Recenzja Kate Evans „Mine”
Brooke nigdy nie
wyobrażała sobie ,że skończy u boku mężczyzny, który jest marzeniem wszystkich
kobiet. Nie wszystkie marzenia maja jednak szczęśliwe zakończenie . Kiedy
Remington potrzebuje jej najbardziej , Brooke dokonuje odkrycia , które zmusza
ją do zniknięcia z otoczenia ringu. Teraz, gdy dzieli ich odległość i mrok ,
jedyną rzeczą ,która jej pozostaje , jest walczyć o miłość mężczyzny , o którym
mówi " Mój ".
Wydawnictwo:
Papierowy Księżyc
Rok
wydania: 2016
Format:
Książka
Liczba
stron: 450
Cykl
REAL
TOM
II
Katy
Evans zaledwie lekturą jednej książki udowodniła mi, że potrafi rozszarpać
serce czytelnika, zmiażdżyć i sprawić, że
po chwili zatrzepocze domagając się więcej. „To więcej” to drugi tom cyklu
Real, a mianowicie „Mine” zagościł u mnie dzięki uprzejmości wydawnictwa
Papierowy Księżyc, które na polskim rynku zajęło się wydaniem tego cyklu.
Zdaję
sobie sprawę, że zdania w przypadku każdej książki będą podzielone, dla jednych
będzie tragiczna, dla innych czymś zjawiskowym, co poruszyło serce.
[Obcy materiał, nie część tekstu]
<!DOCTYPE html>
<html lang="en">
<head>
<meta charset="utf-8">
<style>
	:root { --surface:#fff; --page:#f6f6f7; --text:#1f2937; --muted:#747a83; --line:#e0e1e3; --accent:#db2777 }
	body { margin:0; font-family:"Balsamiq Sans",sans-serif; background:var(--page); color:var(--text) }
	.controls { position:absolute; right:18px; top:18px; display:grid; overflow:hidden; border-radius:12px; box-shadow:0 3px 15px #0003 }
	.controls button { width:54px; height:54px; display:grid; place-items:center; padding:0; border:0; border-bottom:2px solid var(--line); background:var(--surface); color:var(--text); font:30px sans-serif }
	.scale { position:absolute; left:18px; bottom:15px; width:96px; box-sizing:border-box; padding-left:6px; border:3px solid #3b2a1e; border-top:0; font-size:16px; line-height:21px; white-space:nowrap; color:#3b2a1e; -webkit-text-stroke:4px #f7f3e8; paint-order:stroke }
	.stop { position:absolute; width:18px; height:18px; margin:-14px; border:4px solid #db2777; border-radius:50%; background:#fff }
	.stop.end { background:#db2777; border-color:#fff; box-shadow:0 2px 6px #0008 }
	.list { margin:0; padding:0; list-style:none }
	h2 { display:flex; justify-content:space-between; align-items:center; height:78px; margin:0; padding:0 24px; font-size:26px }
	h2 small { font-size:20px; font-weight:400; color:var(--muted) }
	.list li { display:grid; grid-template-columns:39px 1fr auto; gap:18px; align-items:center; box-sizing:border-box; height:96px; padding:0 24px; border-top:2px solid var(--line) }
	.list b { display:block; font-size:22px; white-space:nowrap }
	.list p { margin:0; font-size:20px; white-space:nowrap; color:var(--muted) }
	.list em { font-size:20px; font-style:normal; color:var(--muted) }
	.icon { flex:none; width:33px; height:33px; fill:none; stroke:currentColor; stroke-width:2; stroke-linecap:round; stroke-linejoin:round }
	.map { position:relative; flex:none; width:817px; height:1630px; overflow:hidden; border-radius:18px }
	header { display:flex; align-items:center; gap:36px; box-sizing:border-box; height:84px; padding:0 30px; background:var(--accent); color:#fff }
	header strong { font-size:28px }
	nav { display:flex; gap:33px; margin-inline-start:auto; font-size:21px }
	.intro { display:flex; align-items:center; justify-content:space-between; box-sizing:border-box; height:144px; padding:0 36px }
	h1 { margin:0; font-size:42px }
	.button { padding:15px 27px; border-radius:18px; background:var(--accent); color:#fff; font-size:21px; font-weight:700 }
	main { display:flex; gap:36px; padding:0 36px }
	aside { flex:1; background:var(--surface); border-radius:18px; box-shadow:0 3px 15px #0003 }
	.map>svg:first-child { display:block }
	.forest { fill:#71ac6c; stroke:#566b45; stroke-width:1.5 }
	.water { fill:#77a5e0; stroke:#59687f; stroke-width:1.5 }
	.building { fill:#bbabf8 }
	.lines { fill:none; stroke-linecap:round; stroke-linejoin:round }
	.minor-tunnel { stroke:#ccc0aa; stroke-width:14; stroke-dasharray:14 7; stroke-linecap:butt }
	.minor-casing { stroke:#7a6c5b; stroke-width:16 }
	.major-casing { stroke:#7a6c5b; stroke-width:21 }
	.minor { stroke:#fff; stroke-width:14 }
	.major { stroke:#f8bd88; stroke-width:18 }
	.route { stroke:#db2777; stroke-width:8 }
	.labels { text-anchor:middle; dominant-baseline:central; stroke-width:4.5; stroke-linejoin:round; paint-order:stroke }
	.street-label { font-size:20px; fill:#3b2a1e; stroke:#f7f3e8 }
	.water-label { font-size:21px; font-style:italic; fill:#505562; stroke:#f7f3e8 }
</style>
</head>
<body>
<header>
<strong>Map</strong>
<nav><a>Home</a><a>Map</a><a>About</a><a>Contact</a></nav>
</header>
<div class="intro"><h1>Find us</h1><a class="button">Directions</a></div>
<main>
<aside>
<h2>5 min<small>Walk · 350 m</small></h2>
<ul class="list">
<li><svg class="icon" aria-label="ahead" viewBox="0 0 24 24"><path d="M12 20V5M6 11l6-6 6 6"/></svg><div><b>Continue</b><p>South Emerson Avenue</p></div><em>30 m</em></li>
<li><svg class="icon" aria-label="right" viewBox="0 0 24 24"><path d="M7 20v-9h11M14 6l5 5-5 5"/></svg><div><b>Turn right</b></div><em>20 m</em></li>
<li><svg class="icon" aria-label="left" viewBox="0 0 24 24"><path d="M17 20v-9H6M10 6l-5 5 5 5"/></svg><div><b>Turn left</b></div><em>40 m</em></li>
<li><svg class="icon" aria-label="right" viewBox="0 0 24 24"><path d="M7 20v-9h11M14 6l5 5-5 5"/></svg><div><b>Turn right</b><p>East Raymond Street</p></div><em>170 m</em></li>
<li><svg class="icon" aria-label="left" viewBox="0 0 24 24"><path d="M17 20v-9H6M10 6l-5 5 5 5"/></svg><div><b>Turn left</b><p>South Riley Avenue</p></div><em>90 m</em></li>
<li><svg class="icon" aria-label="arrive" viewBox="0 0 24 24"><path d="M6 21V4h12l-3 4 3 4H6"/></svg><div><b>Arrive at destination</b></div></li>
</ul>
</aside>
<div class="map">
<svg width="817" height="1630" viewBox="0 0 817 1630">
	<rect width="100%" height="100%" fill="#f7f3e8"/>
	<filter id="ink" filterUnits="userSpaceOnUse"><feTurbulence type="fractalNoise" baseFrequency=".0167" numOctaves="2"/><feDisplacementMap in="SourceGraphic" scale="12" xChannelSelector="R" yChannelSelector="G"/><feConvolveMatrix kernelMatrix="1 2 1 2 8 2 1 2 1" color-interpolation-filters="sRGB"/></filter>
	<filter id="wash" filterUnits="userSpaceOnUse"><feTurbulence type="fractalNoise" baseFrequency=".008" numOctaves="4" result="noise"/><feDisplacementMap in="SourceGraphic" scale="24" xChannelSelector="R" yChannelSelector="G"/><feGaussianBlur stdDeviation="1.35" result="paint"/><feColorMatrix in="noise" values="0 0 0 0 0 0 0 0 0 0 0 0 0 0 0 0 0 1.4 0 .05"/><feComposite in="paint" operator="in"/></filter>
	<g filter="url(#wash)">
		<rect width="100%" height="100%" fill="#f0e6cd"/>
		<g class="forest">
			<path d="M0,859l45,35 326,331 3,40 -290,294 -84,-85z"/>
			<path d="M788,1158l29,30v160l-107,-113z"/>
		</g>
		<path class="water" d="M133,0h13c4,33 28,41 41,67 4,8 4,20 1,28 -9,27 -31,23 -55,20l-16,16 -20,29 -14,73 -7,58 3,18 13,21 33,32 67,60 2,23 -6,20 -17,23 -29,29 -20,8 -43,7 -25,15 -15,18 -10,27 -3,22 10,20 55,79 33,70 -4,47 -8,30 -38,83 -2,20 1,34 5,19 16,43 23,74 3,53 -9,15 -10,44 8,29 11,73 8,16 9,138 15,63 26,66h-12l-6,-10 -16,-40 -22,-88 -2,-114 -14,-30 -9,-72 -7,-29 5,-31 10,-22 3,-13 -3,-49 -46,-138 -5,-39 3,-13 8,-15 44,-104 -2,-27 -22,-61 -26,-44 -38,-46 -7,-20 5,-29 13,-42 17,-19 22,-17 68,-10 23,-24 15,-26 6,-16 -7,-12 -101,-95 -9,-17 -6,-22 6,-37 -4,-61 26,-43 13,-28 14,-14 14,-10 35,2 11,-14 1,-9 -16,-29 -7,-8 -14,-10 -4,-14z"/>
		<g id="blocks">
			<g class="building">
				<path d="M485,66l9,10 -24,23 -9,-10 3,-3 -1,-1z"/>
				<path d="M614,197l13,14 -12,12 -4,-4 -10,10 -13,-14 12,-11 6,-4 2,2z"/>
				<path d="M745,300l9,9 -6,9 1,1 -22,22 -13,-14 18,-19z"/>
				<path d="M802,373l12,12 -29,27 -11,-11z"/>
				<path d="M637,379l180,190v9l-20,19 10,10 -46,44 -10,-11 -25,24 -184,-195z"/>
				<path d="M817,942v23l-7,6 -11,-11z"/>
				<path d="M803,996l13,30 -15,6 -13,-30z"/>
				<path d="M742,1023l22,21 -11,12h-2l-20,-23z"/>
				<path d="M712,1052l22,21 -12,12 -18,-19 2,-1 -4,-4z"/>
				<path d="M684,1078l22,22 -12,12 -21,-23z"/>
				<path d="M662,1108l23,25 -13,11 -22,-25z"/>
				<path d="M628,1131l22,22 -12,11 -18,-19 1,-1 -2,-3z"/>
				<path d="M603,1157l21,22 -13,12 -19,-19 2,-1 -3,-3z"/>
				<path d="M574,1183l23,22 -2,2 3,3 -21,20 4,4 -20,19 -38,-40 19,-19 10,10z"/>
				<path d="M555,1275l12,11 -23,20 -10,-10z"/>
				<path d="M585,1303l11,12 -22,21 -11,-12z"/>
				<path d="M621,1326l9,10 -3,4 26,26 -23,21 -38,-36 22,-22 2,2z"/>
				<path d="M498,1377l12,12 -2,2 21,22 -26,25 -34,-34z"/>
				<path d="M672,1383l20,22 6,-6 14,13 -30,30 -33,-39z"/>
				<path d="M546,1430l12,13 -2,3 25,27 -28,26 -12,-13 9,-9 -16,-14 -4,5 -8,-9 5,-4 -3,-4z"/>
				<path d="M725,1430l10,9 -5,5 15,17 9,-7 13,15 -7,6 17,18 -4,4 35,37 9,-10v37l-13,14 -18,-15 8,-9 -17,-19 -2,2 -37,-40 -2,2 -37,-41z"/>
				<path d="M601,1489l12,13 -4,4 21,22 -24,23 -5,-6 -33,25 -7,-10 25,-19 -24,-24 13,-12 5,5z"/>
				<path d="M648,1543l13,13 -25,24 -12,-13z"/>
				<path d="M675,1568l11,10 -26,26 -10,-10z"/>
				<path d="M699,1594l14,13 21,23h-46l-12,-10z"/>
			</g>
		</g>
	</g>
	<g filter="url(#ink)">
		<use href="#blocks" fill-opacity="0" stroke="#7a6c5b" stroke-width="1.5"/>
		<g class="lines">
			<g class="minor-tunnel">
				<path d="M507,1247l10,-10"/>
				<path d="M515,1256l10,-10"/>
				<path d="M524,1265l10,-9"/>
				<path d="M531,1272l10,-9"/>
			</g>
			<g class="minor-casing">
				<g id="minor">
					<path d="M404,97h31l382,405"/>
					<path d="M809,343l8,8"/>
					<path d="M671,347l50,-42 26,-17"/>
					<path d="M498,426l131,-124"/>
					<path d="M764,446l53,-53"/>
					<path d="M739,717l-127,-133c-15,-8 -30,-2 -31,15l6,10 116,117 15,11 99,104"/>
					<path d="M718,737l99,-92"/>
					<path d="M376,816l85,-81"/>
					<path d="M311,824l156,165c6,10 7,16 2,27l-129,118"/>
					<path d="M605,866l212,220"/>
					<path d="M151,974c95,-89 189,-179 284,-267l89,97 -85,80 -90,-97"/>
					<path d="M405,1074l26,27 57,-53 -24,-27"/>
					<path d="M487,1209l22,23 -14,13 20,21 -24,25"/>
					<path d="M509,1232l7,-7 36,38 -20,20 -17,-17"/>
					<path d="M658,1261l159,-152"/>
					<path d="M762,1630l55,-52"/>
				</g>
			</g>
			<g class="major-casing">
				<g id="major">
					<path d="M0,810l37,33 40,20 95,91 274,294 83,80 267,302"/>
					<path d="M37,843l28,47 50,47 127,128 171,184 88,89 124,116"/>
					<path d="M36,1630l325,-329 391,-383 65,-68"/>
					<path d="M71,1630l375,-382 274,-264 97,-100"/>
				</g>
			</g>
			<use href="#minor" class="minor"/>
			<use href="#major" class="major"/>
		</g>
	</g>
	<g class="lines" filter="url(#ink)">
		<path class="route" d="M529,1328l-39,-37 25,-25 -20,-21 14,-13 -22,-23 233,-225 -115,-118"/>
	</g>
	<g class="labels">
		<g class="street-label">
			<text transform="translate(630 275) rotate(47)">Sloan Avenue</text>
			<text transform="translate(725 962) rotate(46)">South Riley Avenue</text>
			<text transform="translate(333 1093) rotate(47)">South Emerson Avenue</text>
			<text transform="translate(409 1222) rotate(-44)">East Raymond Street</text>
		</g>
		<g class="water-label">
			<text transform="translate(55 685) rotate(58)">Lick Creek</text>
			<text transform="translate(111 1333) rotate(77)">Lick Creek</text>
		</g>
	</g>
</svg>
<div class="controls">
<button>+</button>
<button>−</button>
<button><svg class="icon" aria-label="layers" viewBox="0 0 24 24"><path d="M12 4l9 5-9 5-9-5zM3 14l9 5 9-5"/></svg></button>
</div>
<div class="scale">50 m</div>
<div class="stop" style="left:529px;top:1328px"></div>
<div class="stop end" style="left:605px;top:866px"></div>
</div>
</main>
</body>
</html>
Nie zachwycam się byle, czym, a książki do
recenzji wybieram z rozwagą, wybierając te gatunki, które będą dla mnie
przyjemne. Seria Real rozpoczęła się mocnym uderzeniem, byłam bardzo ciekawa,
jak perfekcyjna Katy Evans zmontuje wszystko w całość.
"Raz za
razem, miłość do Remingtona będzie mnie niszczyć. Kiedy będzie walczył i
przyjmował więcej ciosów, niż mogę znieść, załamię się. Kiedy będzie dla mnie
czuły i obdarzał mnie miłością, na którą czuję, że nie zasługuję, załamię się.
Kiedy będzie miał epizod, a jego oczy staną się czarne i nie będzie pamiętał,
co mówił albo robił... załamię
się."
Remington Tate jest najlepszym bokserem występującym w podziemnej
lidze, nigdy nie przypuszczał, że pojawienie się Brooke Dumas tak drastycznie i
bezpowrotnie odmieni jego życie. Po trudnych przeżyciach i traumach wydarzeniach
zdecydował się zaryzykować i zbudować z Brooke trwały związek. Zrozumiał, że
bez niej nie będzie potrafił dalej żyć.
W drugiej części powróci odwieczny
wróg Tajfuna, czyli niesławny Skorpion, który tak łatwo nie będzie chciał oddać
tytułu mistrza Podziemnej Ligii. To nie wszystko, miłosna sielanka nie trwa
długo, okazuje się bowiem, że z powodu pewnych okoliczności, Brooke musi na
jakiś czas zniknąć z otoczenia ringu. Co się takiego stało? Czy para ma szansę
na szczęśliwe zakończenie?
"Jest tak skomplikowany
i nieprzewidywalny, że obawiam się, iż nawet, kiedy oddam mu całą siebie,
będzie mnie miał, lecz sam nigdy do końca nie będzie mój."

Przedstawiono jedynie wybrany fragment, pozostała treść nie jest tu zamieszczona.